## RECORDS SUPPLIED

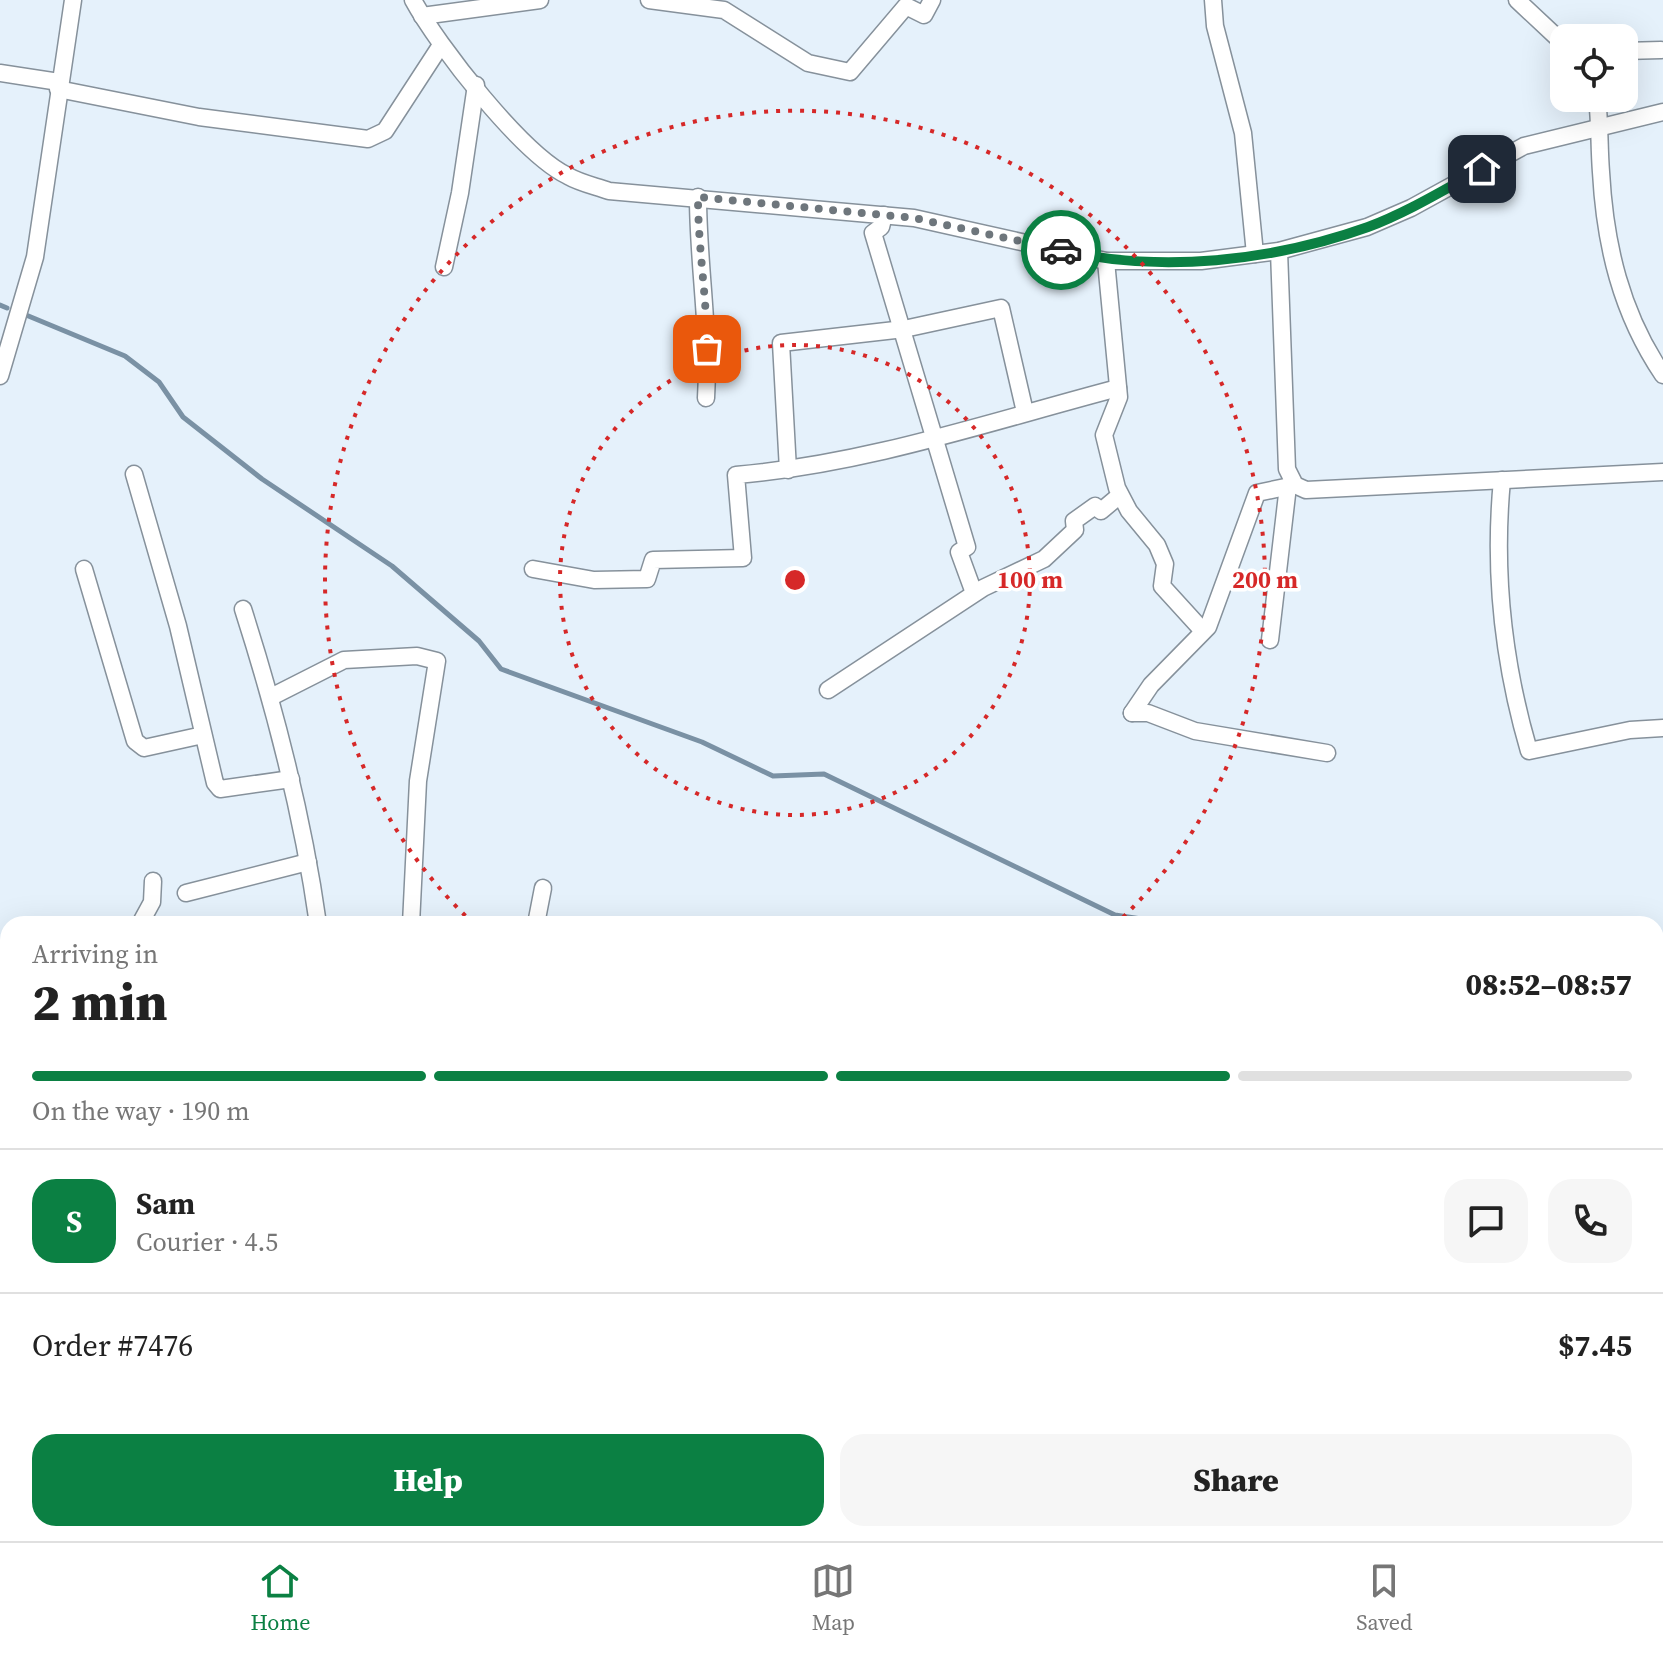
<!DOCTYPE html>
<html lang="en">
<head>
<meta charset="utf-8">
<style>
  :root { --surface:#fff; --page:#f6f6f6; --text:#222; --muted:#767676; --line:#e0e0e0; --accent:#0b8043 }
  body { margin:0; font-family:"Source Serif 4",serif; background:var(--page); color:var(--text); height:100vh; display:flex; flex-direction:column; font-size:30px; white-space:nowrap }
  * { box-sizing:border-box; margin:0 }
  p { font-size:26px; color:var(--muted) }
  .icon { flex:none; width:44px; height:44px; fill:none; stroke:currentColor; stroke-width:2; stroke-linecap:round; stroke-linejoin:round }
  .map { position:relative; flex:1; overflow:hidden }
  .sheet { position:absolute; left:0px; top:916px; width:1664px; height:626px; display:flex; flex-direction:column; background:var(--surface); border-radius:24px 24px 0 0; box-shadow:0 8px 32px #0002 }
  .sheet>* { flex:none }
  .controls { position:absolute; left:1550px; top:24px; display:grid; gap:16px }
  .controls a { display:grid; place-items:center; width:88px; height:88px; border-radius:16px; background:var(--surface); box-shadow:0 8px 32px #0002; font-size:40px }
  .pin { position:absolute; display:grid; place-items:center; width:68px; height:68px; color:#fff; margin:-34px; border-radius:16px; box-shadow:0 4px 12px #0006 }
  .courier { position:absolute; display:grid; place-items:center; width:80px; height:80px; margin:-40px; border:6px solid #0b8043; border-radius:50%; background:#fff; color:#222; box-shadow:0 2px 10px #0007 }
  .summary em { font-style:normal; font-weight:800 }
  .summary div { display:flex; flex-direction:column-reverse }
  .summary { display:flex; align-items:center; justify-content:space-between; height:136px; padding:0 32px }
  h1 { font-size:52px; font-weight:800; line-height:60px }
  .bar { display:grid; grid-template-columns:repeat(4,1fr); gap:12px 8px; align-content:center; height:96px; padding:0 32px }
  .bar i { height:10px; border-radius:6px; background:var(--line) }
  .bar .on { background:var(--accent) }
  .bar p { grid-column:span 4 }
  .line { display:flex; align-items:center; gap:20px; padding:0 32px; border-top:2px solid var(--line) }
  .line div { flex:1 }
  .round { display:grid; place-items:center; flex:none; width:84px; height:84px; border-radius:24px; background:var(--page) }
  .primary-button { display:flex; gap:16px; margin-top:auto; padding:16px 32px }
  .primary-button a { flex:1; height:92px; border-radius:24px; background:var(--accent); color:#fff; font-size:32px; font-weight:800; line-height:92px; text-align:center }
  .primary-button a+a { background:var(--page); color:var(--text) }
  .menu { display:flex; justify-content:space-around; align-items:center; height:112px; border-top:2px solid var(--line); background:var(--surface); font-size:22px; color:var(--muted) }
  .menu a { display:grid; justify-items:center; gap:4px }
  .menu .on { color:var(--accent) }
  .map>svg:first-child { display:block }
</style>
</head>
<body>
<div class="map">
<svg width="1663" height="1541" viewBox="0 0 1663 1541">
  <rect width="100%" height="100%" fill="#e5f1fb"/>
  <path fill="#d4e6f6" d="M1663 1380V1444L1656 1434V1382Z"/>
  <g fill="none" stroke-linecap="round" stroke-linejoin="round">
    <g stroke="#7a91a4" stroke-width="5">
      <path d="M0 305 7 308"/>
      <path d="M26 315 125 356 159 382 183 417 262 479 392 566 479 641 501 669 702 742 773 776 824 774 1115 915 1174 924"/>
      <path d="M1656 1098 1663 1101"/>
    </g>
    <defs>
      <g id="minor">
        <path d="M413 0C438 46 522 154 568 176 580 183 595 186 609 191L914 218 1106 261H1201L1279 251 1367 227 1411 208 1524 146 1663 112"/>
        <path d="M649 0 724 10 808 63 850 72 906 6 924 15 932 0"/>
        <path d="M1213 0 1215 26 1243 133 1255 254"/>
        <path d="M1517 0 1564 44"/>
        <path d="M422 16 540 0"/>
        <path d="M1624 51 1661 50"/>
        <path d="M0 73 59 82"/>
        <path d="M58 89 199 117 368 139 385 131 441 45"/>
        <path d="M1597 98C1600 122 1599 147 1601 172 1605 245 1621 313 1663 375"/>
        <path d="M698 197C698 264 710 330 706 398"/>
        <path d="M884 215 881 227 873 233 967 547 959 552 974 593"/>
        <path d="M1279 251 1287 469 1295 485 1306 490 1663 472"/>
        <path d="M1106 261 1119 397 1104 435 1117 488 1129 511 1157 545 1165 564 1162 586 1203 631"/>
        <path d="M444 267 460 193 476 85"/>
        <path d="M0 376 35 257 73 0"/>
        <path d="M788 470 781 343 904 329 1001 308 1025 412"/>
        <path d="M134 474 178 626 215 783 220 789 291 779"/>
        <path d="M1502 480C1493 573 1503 662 1529 751L1630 730 1663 728"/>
        <path d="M84 569 135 741 144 748 203 735"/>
        <path d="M533 569 594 580 647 579 653 560 743 558 736 475C867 464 992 421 1118 388"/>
        <path d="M243 609C276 712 303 817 318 924"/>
        <path d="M1270 640 1288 486"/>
        <path d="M828 690 983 588 1044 559 1075 530 1074 521 1095 506 1101 511 1120 495"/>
        <path d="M271 697 344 660 417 656 437 661 418 781 411 924"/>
        <path d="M1132 713 1151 685 1208 627 1257 493 1295 485"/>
        <path d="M1132 713H1148L1195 731 1327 753"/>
        <path d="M186 893 308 862"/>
        <path d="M140 924 152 902 153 881"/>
        <path d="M536 924 543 888"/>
        <path d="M0 1063 8 1062"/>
        <path d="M1656 1198 1663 1201"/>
        <path d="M0 1265 8 1264"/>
        <path d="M0 1428H8"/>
        <path d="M1656 1443 1663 1453"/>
        <path d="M217 1534 218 1541"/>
        <path d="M528 1534 534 1541"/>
        <path d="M919 1534 925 1541"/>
        <path d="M1110 1534 1114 1541"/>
        <path d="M0 1539 14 1534"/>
        <path d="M317 1541 375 1534"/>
        <path d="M1173 1541 1196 1534"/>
      </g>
    </defs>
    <use href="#minor" stroke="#86919b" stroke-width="19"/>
    <use href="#minor" stroke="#fff" stroke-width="16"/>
  </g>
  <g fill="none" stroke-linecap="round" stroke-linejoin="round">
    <path stroke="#6e767c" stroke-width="8" stroke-dasharray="0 14.4" d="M707 349C707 298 698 248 698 197L914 218 1061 250"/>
    <path stroke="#0b8043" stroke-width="10" d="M1061 250C1160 274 1273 261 1368 227 1408 212 1445 189 1482 169"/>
  </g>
  <g fill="none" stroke="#d62828" stroke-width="4" stroke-dasharray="4 8">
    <circle cx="795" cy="580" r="235"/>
    <path d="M474 924A470 470 0 1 1 1116 924"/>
  </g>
  <circle cx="795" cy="580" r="12" fill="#d62828" stroke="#fff" stroke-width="4"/>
  <g font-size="24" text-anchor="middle" font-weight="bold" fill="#d62828" stroke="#fff" stroke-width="7" stroke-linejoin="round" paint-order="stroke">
    <text x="1030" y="588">100 m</text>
    <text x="1265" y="588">200 m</text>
  </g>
</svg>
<div class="controls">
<a><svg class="icon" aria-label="locate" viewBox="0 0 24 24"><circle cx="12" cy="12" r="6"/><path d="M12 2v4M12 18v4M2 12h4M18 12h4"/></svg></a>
</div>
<div class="pin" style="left:707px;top:349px;background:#ea580c"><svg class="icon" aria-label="bag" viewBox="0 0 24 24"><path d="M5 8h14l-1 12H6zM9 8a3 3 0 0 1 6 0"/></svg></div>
<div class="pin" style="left:1482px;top:169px;background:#1f2937"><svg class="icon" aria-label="home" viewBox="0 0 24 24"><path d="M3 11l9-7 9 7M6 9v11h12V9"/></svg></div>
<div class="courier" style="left:1061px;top:250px"><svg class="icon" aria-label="car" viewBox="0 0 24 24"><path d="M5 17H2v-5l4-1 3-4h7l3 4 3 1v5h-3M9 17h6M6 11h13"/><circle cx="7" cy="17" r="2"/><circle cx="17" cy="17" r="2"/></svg></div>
<section class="sheet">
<div class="summary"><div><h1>2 min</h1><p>Arriving in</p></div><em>08:52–08:57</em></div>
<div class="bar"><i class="on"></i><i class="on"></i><i class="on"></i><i></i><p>On the way · 190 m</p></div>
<div class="line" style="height:144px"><b class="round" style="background:var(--accent);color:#fff">S</b><div><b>Sam</b><p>Courier · 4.5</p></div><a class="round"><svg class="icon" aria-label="chat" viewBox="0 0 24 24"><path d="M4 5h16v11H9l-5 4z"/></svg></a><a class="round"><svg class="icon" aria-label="phone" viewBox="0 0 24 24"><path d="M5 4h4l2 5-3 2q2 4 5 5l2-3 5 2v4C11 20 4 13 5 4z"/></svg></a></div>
<div class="line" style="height:104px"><div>Order #7476</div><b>$7.45</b></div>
<div class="primary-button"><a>Help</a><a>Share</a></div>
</section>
</div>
<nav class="menu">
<a class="on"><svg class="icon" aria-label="home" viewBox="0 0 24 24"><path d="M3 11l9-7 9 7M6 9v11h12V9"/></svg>Home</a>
<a><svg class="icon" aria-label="map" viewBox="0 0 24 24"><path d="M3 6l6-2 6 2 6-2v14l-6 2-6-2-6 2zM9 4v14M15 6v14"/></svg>Map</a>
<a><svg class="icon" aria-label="saved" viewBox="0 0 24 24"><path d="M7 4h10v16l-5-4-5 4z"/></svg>Saved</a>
</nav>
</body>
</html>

## ABOUT THIS EXERCISE
Report every line of the data above that contains the string "controls" by copying it in full.

## SOLVED PROBLEM
  .controls { position:absolute; left:1550px; top:24px; display:grid; gap:16px }
  .controls a { display:grid; place-items:center; width:88px; height:88px; border-radius:16px; background:var(--surface); box-shadow:0 8px 32px #0002; font-size:40px }
<div class="controls">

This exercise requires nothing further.